Nichts als Meterware. Und selbst die will uns im Falle Fischer/„Erlösung“ der Verlag dann auch noch als mehr oder weniger „literarisch“ andienen. Jedenfalls zitiert Blessings Presseabteilung nicht ohne Stolz einschlägige Pressestimmen, die früheren Werken C.C. Fischers ein „literarisches Schwergewicht“ attestieren. Vor solcher (externer) Hochschätzung müssen dann dem verlagsinternen Lektorat doch ganz schön die Knie geschlottert haben. Anders scheint jedenfalls die Masse an schiefen Metaphern und verdrehten Bildern nicht erklärbar, die nicht lektoraler Fahrlässigkeit zuzuschreiben sein dürften, sondern einem nur noch kopfscheu zu nennenden Respekt vor angeblicher „Literatur“.
Ein paar Kostproben gefällig?
- „Augen, grau wie das Meer an bedeckten Tagen, wenn das Licht am Wasser abzuprallen schien.“ (Widerfährt allerdings nur grauen Augen. Blaue schaffen den Durchbruch, wie eine andere Fundstelle belegt:) „… tiefseeblaue Trauer im Blick.“
- „Bis ihr Gehirn wund war …“ (Gut, dass sie sich nicht auch noch die Füße wund gelaufen hat.)
- „Die Iris darunter erinnerte an helle Oliven, winzig klein und in Calvados eingelegt.“ Und etwas später: „… die Olivenaugen drohten einen Moment, im Calvados zu ertrinken.“ (Aha, Eingelegtes kann also auch noch ertrinken.)
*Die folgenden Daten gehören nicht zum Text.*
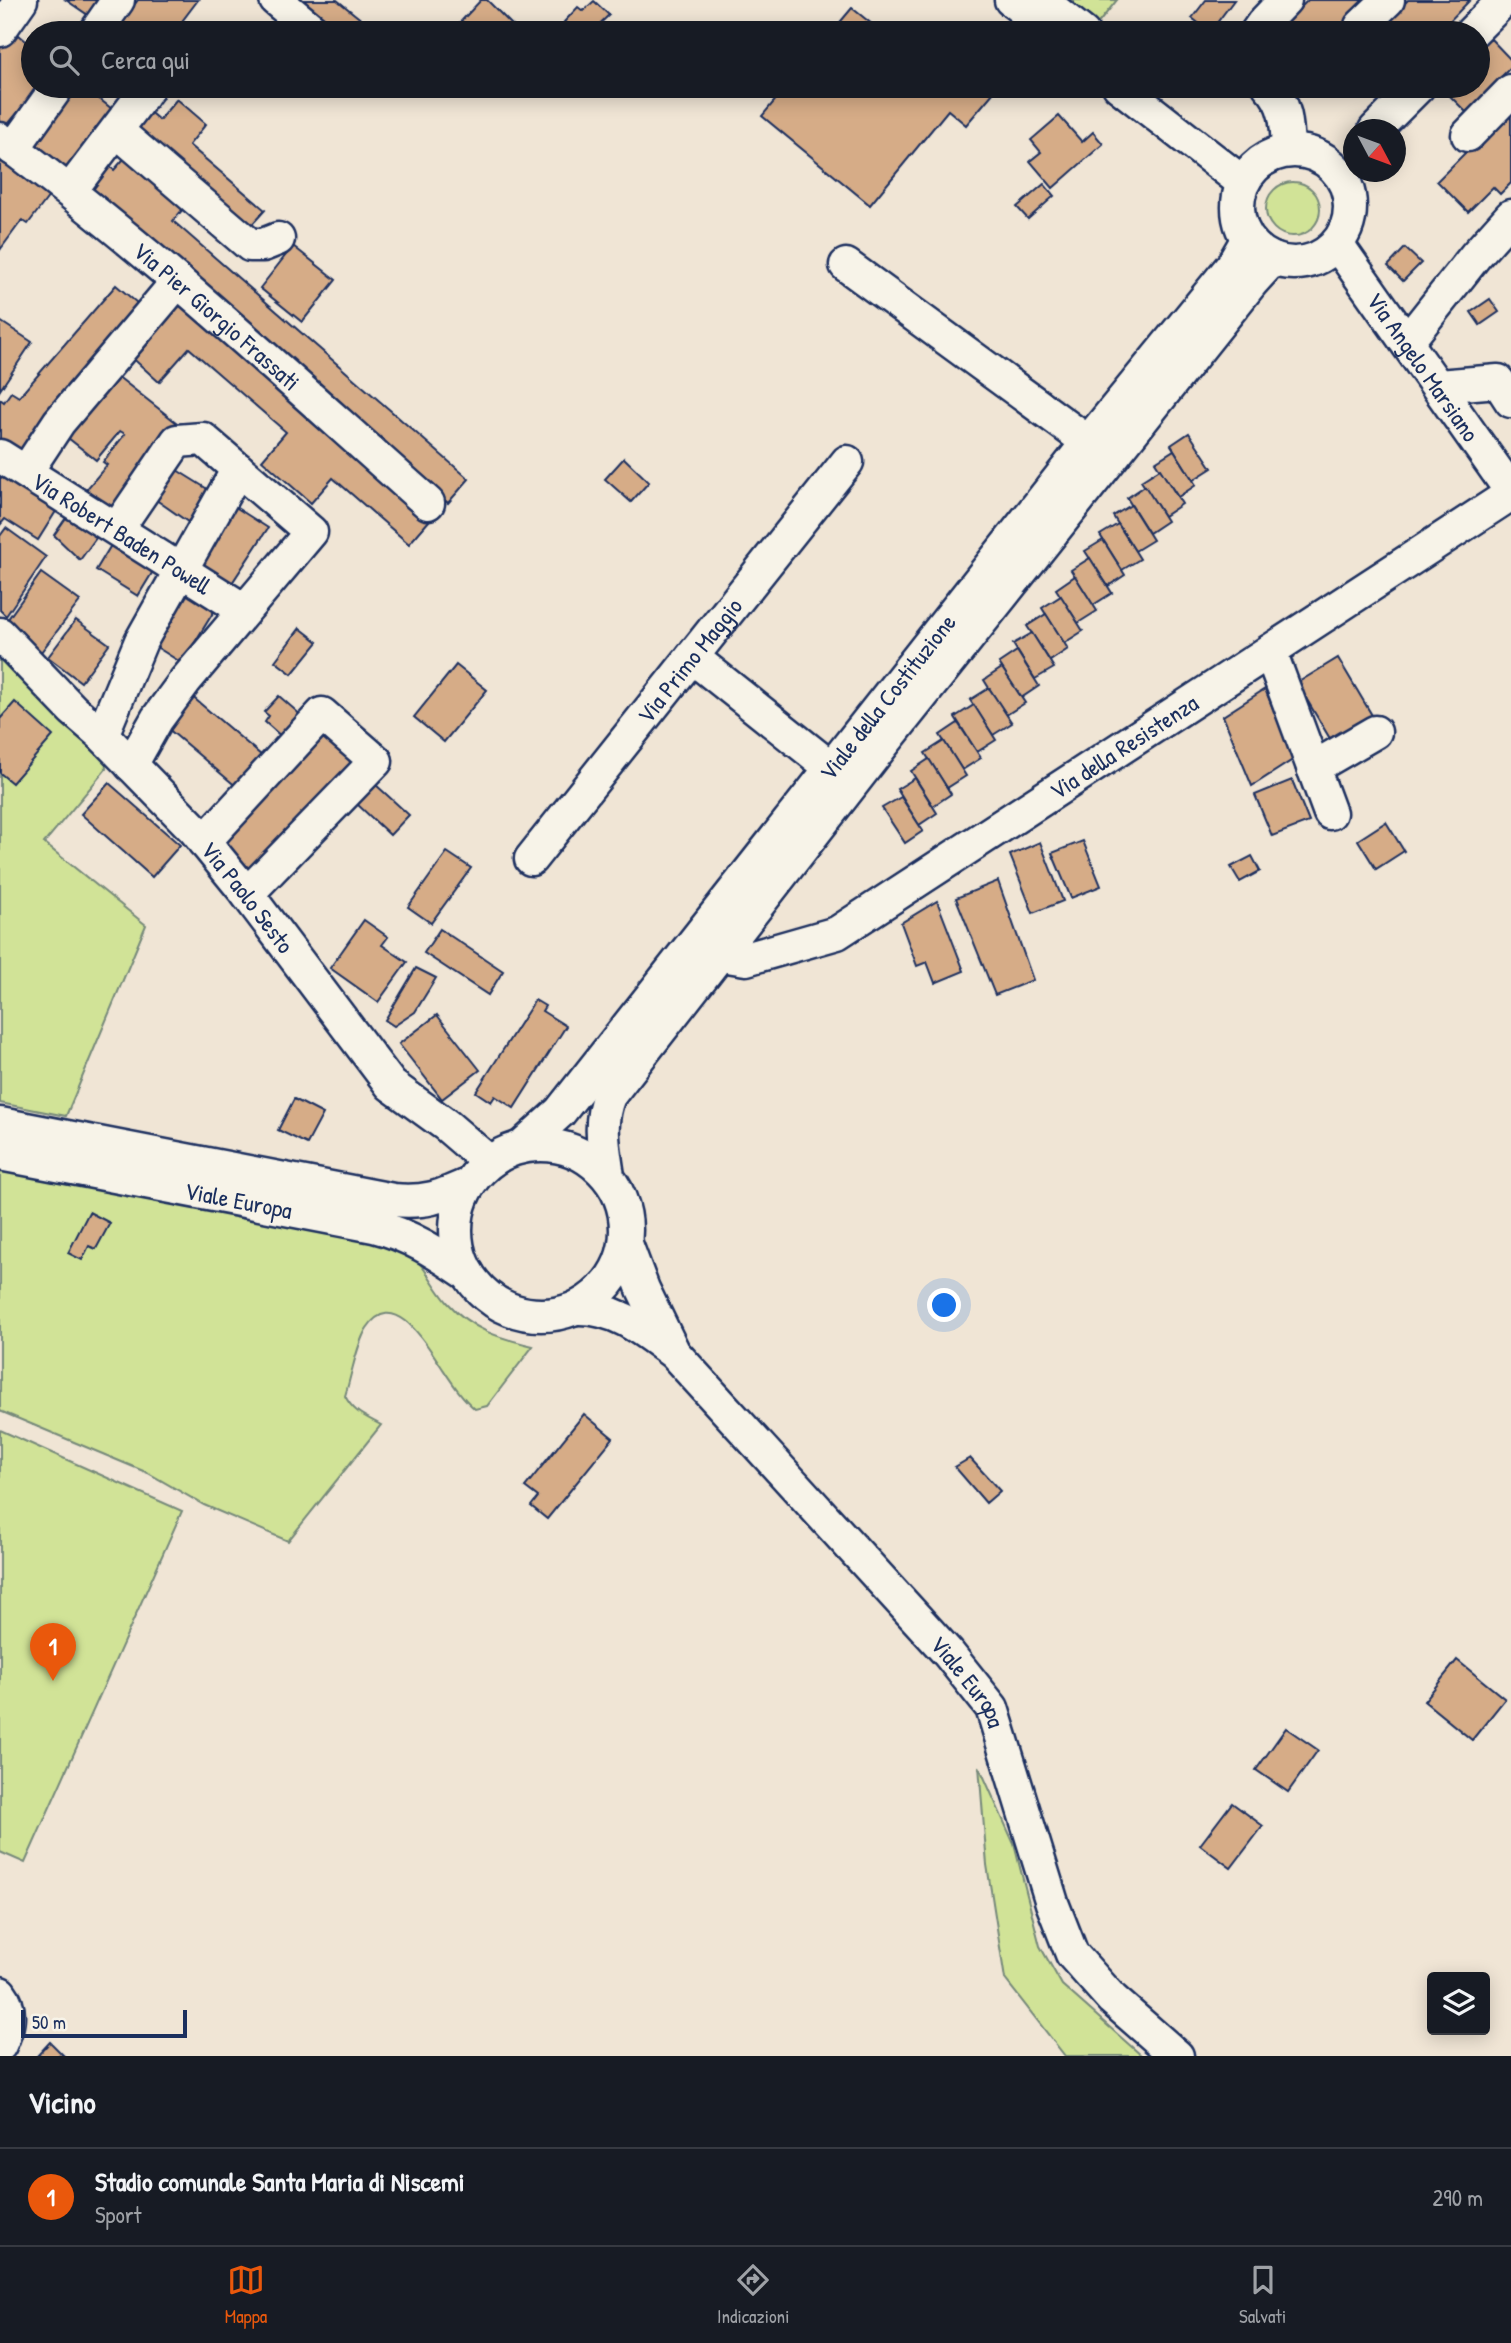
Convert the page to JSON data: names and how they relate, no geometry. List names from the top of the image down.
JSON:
{
  "streets": {
    "street": [
      "Via Pier Giorgio Frassati",
      "Via Angelo Marsiano",
      "Via Robert Baden Powell",
      "Via Primo Maggio",
      "Viale della Costituzione",
      "Via della Resistenza",
      "Via Paolo Sesto",
      "Viale Europa"
    ]
  },
  "crossings": [
    ["Via Angelo Marsiano", "Via della Resistenza"],
    ["Viale della Costituzione", "Via della Resistenza"],
    ["Viale della Costituzione", "Via Paolo Sesto"],
    ["Viale della Costituzione", "Viale Europa"],
    ["Via Paolo Sesto", "Viale Europa"]
  ],
  "scale_bar": "50 m",
  "north": "bottom right",
  "page": {
    "search": "Cerca qui",
    "pins": "1",
    "scale": "50 m",
    "heading": "Vicino",
    "list": [
      {
        "mark": "1",
        "name": "Stadio comunale Santa Maria di Niscemi",
        "note": "Sport",
        "value": "290 m"
      }
    ],
    "nav": ["Mappa", "Indicazioni", "Salvati"]
  }
}
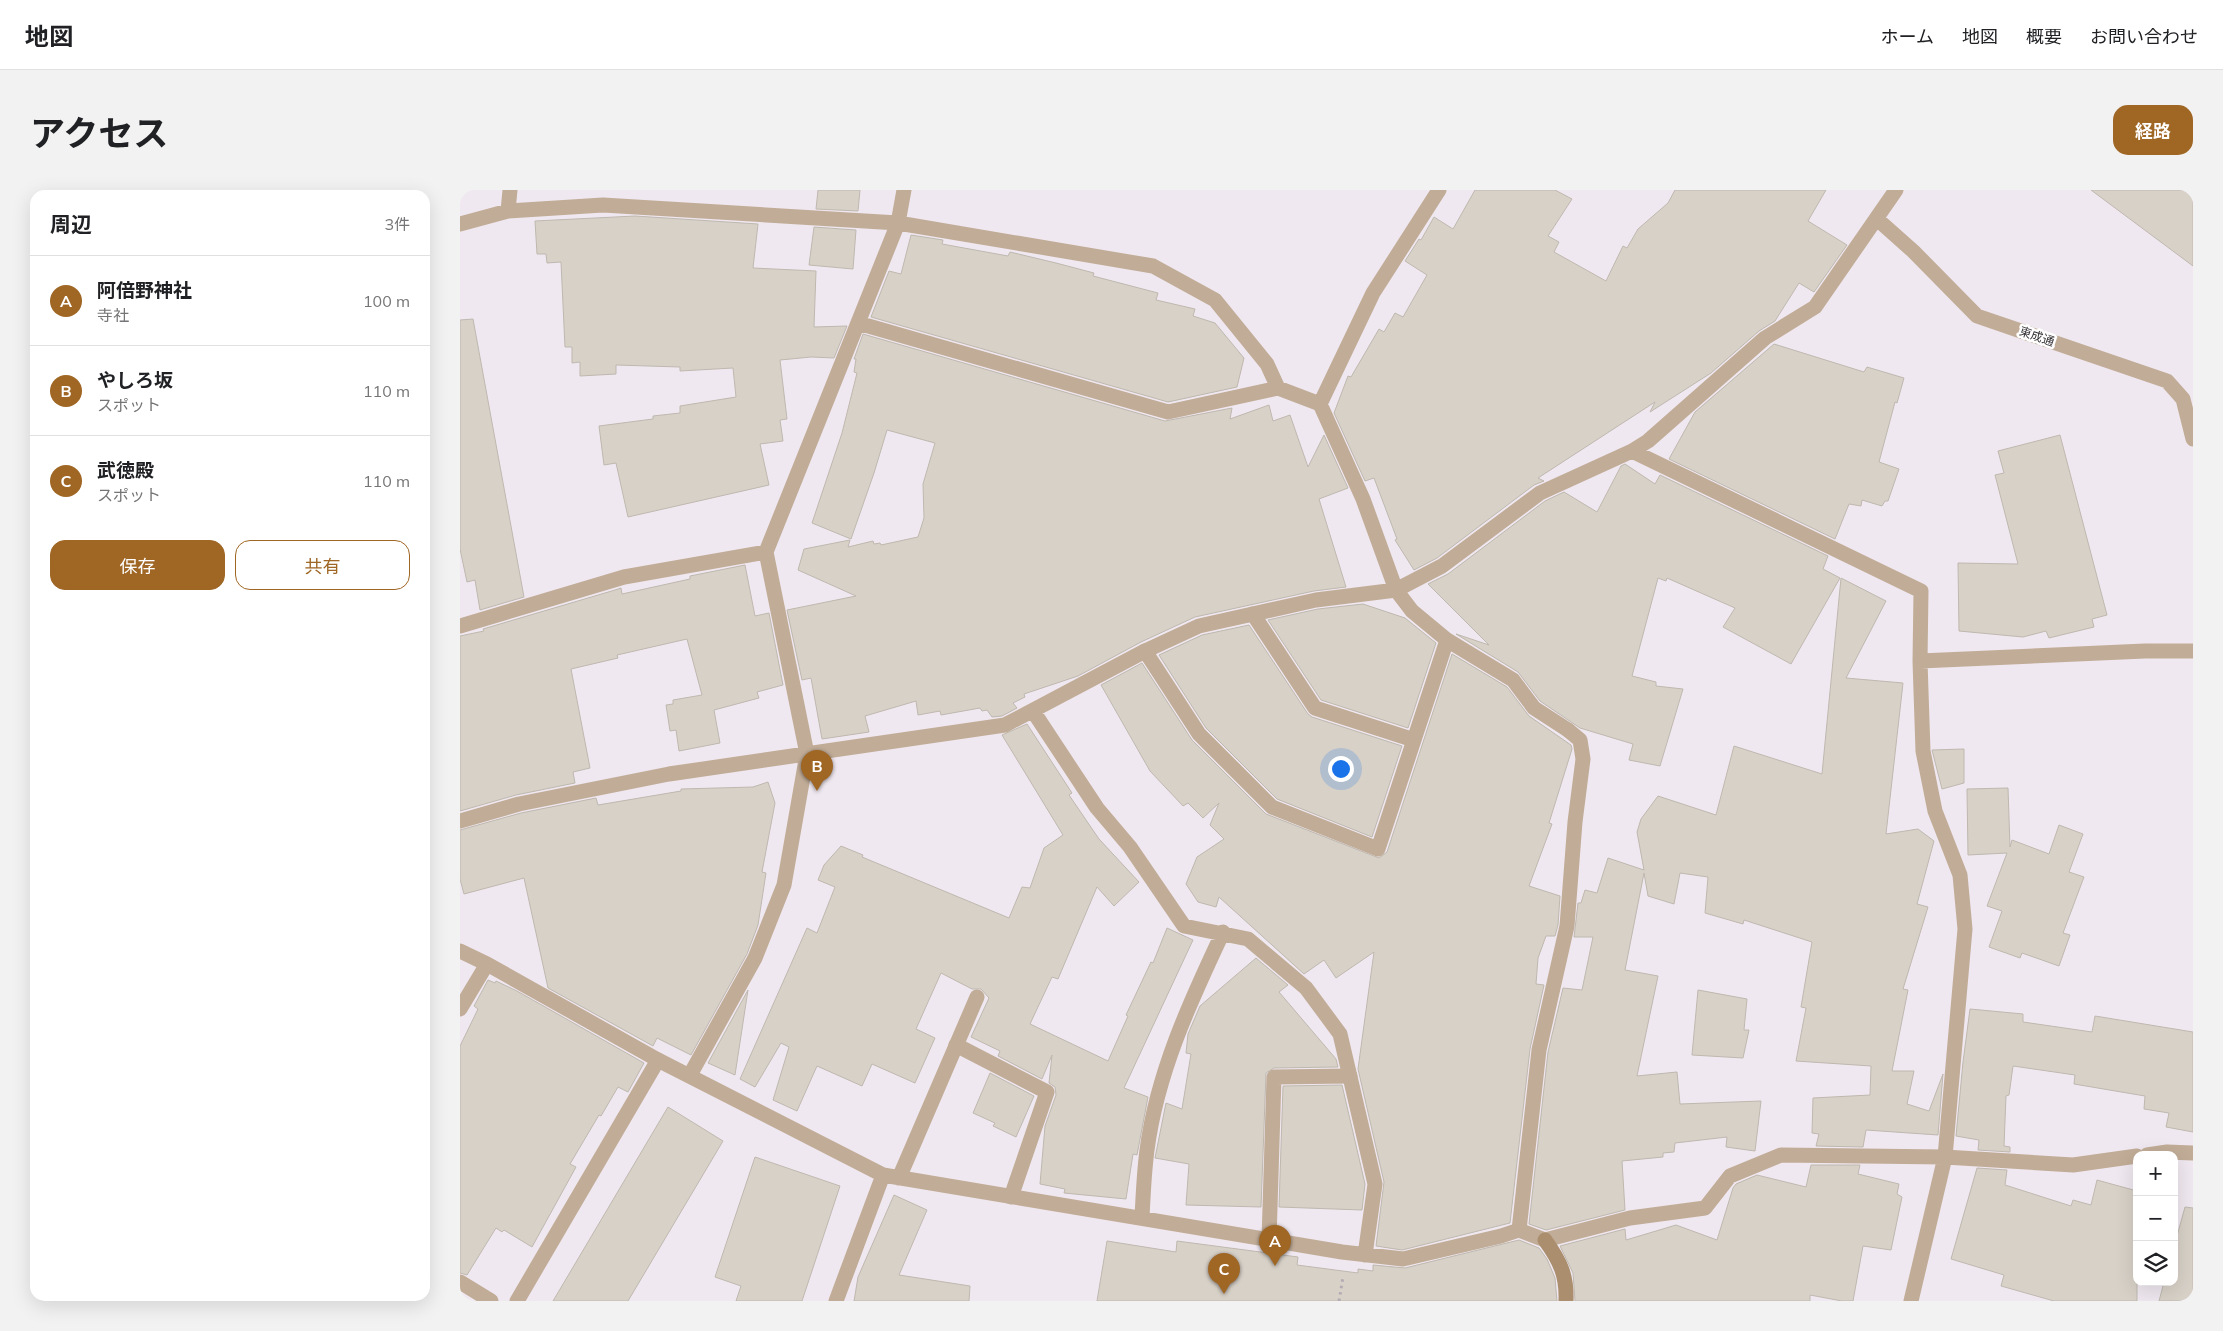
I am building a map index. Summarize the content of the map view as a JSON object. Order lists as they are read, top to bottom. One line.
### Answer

- „Sie lachte, die horizontale Flamme ihres Mundes flackerte.“ (Wie geht denn das? Rein physikalisch flackern Flammen ja von unten nach oben, also vertikal. Fürs Horizontale brauchen wir da schon einen Flammenwerfer, oder?)
- „Annikas Lächeln konnte das Rote Meer teilen, sogar wenn es sanft war.“ (Fragt sich nur, wer da nun sanft war. Das Lächeln? Das Meer?)
- „… in der Telefonzelle, vor der Dany unruhig auf und ab schlenderte.“ (Wie geht denn das: Unruhig schlendern? So, wie ruhig trippeln? Stoisch den Fuß wippen lassen?)
Sorry, das ist längst nicht alles, sondern nur eine kleine Auswahl.
Es geht übrigens das Gerücht, dass Lektorinnen und Lektoren heutzutage nicht nur Bücher verwalten, Klappentexte entwerfen und gestanzte Absagebriefe schreiben, sondern ab und zu auch ganze Manuskripte lesen sollen, mit dem Stift in der Hand. Wie gesagt: ein Gerücht …
Wie dem hier auch gewesen sein mag: aus dem Hause Blessing diesmal keine Erlösung. Ob es dtv besser gemacht hat, wird CrimeMag später ins Auge fassen. Man soll ja nie aufhören zu hoffen …
Klaus Kamberger
Claus Cornelius Fischer: Erlösung. München: Blessing Verlag 2011. 528 Seiten. Gebunden.19,95 Euro.